=== Begin Enclosure ===
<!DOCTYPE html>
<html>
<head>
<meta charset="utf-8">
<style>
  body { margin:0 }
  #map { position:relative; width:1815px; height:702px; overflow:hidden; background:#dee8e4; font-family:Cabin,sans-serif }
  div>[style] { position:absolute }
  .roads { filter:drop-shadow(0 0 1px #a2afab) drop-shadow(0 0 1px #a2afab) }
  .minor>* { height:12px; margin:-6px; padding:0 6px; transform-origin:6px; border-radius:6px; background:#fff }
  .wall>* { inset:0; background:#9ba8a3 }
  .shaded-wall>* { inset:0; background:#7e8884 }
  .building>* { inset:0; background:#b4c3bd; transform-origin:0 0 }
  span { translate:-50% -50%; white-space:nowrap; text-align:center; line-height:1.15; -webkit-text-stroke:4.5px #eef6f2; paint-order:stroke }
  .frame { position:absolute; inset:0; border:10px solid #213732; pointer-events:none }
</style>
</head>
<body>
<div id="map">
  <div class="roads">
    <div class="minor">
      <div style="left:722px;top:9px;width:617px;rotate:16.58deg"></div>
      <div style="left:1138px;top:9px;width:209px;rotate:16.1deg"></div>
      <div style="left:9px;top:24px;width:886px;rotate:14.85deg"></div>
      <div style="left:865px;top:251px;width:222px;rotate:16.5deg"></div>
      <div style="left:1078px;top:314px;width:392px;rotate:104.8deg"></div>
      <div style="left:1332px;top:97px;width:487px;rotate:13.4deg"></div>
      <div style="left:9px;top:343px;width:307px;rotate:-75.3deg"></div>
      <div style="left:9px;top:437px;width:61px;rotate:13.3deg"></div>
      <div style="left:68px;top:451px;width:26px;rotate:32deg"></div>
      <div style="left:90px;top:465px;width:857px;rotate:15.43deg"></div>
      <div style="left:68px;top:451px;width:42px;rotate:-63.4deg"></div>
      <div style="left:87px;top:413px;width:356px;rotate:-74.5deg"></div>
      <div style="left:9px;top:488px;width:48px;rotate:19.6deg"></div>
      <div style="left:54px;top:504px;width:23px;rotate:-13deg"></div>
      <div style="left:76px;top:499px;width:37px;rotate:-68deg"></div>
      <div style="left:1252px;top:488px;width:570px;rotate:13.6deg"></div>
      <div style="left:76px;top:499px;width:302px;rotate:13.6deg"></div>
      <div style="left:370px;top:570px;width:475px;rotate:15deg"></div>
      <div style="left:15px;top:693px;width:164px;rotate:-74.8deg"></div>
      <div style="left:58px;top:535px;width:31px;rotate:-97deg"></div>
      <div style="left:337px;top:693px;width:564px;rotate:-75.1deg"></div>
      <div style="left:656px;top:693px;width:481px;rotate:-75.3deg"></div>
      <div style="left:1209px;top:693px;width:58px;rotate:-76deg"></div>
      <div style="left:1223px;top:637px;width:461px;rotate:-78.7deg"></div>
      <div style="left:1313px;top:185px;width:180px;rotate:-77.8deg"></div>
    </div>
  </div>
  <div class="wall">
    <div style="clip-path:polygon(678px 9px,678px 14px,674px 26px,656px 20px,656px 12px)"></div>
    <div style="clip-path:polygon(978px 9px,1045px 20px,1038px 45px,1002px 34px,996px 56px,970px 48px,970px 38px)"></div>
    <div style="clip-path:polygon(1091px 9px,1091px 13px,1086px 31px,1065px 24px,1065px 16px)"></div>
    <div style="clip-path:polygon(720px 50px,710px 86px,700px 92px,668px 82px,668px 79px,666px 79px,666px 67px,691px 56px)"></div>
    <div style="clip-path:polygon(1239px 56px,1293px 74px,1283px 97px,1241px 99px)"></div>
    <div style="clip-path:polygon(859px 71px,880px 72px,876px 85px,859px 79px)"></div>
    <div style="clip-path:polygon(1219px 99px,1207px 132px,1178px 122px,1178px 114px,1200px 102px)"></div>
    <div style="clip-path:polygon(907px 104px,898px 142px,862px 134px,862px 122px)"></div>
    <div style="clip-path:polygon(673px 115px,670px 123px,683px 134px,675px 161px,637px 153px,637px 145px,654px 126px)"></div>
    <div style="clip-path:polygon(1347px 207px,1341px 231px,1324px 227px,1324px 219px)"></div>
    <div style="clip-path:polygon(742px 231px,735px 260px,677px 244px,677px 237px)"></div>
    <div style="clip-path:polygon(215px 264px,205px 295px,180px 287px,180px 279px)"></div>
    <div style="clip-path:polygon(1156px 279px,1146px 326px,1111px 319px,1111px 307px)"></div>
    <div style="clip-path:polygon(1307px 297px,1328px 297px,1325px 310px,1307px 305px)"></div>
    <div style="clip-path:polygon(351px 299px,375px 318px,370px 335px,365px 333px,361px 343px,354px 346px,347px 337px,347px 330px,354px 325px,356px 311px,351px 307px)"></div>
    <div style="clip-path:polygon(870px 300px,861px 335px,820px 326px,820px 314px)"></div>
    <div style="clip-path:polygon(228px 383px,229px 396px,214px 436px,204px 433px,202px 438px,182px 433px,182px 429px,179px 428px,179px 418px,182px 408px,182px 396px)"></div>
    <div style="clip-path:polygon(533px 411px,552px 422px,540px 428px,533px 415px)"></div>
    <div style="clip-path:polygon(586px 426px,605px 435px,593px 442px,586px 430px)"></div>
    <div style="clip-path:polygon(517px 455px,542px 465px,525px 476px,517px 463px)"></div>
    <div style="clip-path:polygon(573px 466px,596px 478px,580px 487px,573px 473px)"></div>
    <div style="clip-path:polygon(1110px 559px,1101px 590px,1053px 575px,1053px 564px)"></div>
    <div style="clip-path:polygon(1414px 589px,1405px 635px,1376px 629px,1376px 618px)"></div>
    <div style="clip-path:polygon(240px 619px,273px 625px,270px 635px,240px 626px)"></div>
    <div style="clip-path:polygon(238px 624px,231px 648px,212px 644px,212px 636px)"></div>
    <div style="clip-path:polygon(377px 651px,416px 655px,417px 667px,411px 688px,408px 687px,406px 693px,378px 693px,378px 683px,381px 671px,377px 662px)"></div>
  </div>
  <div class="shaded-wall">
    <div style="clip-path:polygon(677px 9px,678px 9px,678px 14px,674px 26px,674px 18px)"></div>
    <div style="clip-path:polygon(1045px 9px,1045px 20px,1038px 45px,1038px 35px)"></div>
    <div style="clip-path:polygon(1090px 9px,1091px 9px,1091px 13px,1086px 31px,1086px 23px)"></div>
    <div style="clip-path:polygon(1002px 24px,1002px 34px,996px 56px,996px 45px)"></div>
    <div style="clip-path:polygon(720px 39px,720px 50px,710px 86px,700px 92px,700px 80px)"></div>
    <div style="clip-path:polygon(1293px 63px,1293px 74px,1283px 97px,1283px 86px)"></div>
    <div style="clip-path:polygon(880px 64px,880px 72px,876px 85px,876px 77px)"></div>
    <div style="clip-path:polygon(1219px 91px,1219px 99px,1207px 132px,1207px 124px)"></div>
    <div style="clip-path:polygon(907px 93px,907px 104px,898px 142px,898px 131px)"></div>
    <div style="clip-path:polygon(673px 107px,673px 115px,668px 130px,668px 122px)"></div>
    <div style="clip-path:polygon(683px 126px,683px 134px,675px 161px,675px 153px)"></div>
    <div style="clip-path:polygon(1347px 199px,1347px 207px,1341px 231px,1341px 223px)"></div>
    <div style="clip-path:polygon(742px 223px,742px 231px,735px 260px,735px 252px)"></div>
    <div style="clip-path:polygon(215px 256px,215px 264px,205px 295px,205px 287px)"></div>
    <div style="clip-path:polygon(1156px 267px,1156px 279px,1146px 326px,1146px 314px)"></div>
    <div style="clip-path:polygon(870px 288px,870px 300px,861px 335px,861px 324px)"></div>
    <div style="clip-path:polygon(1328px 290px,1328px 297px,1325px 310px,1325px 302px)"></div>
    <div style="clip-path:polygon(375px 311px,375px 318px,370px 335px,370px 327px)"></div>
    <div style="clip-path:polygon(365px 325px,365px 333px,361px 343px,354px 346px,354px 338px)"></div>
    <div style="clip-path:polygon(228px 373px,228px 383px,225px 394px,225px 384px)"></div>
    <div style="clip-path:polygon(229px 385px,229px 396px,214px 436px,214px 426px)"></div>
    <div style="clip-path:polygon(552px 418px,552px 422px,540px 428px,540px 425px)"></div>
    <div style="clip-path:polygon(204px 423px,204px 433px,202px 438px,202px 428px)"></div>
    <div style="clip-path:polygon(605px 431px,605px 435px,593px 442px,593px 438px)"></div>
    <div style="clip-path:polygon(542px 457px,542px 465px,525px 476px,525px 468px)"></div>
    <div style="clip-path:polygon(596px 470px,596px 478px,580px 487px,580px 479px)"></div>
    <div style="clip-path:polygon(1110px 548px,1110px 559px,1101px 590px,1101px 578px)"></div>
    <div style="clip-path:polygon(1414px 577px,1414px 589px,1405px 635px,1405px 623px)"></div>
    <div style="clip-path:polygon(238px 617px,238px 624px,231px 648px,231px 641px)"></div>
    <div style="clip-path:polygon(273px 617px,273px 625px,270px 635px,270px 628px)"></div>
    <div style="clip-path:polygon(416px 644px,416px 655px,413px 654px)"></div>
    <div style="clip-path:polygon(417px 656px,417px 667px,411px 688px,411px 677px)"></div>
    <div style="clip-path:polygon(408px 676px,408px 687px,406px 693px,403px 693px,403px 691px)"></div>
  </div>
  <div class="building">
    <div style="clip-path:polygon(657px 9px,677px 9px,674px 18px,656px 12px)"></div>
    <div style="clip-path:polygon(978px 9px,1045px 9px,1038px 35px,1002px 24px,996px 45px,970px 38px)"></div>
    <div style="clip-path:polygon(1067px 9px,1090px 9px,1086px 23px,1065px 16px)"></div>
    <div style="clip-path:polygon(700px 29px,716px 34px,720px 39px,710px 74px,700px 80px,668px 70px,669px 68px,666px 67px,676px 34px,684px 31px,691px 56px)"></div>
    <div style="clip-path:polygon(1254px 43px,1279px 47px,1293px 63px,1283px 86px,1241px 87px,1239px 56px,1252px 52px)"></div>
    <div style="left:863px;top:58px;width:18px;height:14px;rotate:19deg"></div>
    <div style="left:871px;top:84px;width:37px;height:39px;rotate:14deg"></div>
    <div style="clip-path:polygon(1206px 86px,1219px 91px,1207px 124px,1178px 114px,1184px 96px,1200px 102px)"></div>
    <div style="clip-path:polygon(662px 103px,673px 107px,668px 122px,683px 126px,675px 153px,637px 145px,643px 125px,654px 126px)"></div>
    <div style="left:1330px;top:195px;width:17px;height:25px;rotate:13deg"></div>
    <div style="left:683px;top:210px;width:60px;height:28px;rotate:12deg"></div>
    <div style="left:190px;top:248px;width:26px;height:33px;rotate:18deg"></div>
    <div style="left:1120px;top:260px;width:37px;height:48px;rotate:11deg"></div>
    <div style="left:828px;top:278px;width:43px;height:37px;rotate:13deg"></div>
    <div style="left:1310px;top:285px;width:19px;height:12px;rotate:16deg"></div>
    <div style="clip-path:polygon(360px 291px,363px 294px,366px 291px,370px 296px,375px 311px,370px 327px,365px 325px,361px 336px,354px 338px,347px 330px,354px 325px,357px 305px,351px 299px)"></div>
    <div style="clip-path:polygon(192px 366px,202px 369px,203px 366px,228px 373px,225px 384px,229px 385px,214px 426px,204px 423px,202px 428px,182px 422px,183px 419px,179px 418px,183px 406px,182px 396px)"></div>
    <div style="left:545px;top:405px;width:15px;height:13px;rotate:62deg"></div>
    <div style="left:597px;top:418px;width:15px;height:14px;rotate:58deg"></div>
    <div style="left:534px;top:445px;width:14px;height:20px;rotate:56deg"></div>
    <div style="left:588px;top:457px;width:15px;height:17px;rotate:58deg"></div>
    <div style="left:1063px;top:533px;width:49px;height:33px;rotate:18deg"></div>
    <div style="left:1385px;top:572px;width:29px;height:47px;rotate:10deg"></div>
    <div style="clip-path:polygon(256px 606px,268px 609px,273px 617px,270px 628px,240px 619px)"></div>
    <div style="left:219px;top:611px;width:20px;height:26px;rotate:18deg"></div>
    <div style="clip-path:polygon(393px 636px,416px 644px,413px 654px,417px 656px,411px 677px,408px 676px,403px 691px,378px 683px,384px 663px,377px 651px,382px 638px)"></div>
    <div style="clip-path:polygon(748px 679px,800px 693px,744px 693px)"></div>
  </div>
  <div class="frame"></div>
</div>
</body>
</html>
=== End Enclosure ===
#### ASSIGNMENT
Nothing but an exact copy of the lines from the start of the entries through the line containing "filter:drop-shadow(0 0 1px" belongs in the response.

#### RESULT OF THIS TASK
<!DOCTYPE html>
<html>
<head>
<meta charset="utf-8">
<style>
  body { margin:0 }
  #map { position:relative; width:1815px; height:702px; overflow:hidden; background:#dee8e4; font-family:Cabin,sans-serif }
  div>[style] { position:absolute }
  .roads { filter:drop-shadow(0 0 1px #a2afab) drop-shadow(0 0 1px #a2afab) }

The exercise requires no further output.